_Problem to work on_.
Write out the entries below exactly. End with the line that contains "function label(font, color, halo, rows, align".

(Stored data entries)

-------------------------

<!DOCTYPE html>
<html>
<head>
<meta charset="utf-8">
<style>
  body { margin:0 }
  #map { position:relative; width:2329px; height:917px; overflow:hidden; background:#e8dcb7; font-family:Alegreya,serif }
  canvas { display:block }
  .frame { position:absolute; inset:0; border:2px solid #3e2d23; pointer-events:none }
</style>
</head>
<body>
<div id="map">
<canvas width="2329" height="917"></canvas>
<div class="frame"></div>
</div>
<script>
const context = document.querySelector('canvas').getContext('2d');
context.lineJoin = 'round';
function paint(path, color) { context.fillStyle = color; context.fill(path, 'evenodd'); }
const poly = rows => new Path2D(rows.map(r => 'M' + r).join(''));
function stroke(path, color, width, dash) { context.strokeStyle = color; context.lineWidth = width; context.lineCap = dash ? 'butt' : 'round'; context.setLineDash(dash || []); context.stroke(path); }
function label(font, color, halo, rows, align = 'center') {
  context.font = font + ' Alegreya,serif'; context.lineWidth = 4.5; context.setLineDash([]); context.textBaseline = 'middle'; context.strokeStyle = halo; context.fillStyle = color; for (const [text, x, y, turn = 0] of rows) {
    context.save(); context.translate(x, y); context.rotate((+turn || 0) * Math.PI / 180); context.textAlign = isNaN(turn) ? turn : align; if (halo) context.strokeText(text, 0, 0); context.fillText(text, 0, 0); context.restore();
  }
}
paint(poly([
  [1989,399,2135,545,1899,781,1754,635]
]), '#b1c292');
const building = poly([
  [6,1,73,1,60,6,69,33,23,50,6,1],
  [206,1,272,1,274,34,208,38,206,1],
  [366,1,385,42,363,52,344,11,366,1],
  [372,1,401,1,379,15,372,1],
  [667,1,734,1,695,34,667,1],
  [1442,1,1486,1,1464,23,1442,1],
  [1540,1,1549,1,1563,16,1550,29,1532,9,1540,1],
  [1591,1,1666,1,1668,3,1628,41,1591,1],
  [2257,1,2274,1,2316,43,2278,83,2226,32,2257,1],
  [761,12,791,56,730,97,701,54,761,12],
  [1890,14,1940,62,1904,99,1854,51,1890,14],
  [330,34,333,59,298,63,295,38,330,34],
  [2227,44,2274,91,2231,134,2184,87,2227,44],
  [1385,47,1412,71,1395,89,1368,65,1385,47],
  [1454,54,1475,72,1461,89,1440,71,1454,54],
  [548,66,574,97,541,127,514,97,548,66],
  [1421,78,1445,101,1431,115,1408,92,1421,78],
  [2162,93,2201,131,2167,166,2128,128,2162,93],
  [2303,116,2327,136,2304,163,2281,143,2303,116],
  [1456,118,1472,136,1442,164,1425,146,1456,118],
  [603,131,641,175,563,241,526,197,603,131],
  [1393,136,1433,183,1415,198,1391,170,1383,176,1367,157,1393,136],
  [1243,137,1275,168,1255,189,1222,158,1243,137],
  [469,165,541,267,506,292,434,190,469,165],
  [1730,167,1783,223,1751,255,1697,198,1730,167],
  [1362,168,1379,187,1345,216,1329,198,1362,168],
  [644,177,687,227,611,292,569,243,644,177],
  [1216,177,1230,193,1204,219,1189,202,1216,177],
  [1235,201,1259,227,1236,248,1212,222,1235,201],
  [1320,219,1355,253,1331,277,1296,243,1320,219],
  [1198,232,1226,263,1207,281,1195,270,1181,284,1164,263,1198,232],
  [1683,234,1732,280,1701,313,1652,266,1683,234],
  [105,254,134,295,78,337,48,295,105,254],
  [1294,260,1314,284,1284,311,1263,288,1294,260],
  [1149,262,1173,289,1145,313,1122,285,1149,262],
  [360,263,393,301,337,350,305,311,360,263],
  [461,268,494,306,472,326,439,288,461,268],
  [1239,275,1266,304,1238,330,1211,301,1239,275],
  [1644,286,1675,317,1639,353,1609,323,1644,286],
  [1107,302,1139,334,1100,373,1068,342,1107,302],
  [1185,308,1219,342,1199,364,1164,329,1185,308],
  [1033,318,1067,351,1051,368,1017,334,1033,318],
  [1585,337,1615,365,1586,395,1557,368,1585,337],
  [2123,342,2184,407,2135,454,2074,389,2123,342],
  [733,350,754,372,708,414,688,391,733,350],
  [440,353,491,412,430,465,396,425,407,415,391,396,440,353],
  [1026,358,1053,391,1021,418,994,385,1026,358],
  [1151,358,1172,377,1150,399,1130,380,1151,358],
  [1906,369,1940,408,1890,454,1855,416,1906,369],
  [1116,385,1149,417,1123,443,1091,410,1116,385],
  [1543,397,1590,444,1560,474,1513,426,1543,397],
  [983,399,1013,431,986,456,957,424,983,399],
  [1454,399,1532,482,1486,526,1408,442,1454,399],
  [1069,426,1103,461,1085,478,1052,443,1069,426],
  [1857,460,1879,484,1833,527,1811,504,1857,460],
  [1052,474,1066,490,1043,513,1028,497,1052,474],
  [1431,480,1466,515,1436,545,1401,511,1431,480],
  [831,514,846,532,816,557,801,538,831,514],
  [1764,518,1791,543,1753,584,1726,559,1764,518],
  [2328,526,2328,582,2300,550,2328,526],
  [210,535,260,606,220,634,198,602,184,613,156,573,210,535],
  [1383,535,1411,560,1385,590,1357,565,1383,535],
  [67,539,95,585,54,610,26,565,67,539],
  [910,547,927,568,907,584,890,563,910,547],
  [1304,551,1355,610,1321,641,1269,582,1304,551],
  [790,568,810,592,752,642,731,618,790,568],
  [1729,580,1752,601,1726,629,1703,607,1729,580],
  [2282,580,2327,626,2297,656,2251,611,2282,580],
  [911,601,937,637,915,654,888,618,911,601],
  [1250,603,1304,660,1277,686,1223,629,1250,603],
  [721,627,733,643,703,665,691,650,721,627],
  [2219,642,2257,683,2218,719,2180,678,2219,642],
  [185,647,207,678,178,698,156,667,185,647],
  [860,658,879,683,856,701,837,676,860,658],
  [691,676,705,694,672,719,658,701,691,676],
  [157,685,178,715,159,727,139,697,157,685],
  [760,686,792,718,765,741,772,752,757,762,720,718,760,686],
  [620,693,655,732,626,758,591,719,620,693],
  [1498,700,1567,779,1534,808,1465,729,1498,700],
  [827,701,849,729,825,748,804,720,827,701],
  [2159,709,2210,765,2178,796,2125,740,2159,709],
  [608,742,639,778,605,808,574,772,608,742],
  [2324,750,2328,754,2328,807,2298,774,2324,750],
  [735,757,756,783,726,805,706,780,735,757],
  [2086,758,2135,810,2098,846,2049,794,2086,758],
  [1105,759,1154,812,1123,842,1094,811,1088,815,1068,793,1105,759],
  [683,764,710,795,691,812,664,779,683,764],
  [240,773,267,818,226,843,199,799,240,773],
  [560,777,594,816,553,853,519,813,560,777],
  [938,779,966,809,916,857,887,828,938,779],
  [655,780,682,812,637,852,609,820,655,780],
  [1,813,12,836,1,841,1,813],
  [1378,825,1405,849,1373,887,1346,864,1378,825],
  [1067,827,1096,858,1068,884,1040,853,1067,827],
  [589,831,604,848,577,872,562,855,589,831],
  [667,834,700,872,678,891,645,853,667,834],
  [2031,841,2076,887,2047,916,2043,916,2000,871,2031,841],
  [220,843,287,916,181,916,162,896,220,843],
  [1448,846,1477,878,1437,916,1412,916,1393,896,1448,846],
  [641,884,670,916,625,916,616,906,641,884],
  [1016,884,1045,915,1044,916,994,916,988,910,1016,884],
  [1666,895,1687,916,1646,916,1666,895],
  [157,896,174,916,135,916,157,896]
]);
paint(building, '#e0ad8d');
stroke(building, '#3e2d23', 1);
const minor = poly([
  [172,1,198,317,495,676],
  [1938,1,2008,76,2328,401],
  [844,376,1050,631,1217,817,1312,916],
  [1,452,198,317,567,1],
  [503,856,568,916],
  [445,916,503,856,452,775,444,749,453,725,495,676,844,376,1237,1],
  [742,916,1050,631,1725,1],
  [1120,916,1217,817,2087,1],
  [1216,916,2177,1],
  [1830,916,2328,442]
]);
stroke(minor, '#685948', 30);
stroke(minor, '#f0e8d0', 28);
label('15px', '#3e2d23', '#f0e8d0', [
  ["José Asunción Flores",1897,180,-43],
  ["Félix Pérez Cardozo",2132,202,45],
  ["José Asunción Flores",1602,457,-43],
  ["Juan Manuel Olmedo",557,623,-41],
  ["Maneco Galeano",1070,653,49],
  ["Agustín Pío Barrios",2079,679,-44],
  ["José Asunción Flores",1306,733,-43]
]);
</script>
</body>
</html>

-------------------------

_Solution to this problem_.
<!DOCTYPE html>
<html>
<head>
<meta charset="utf-8">
<style>
  body { margin:0 }
  #map { position:relative; width:2329px; height:917px; overflow:hidden; background:#e8dcb7; font-family:Alegreya,serif }
  canvas { display:block }
  .frame { position:absolute; inset:0; border:2px solid #3e2d23; pointer-events:none }
</style>
</head>
<body>
<div id="map">
<canvas width="2329" height="917"></canvas>
<div class="frame"></div>
</div>
<script>
const context = document.querySelector('canvas').getContext('2d');
context.lineJoin = 'round';
function paint(path, color) { context.fillStyle = color; context.fill(path, 'evenodd'); }
const poly = rows => new Path2D(rows.map(r => 'M' + r).join(''));
function stroke(path, color, width, dash) { context.strokeStyle = color; context.lineWidth = width; context.lineCap = dash ? 'butt' : 'round'; context.setLineDash(dash || []); context.stroke(path); }
function label(font, color, halo, rows, align = 'center') {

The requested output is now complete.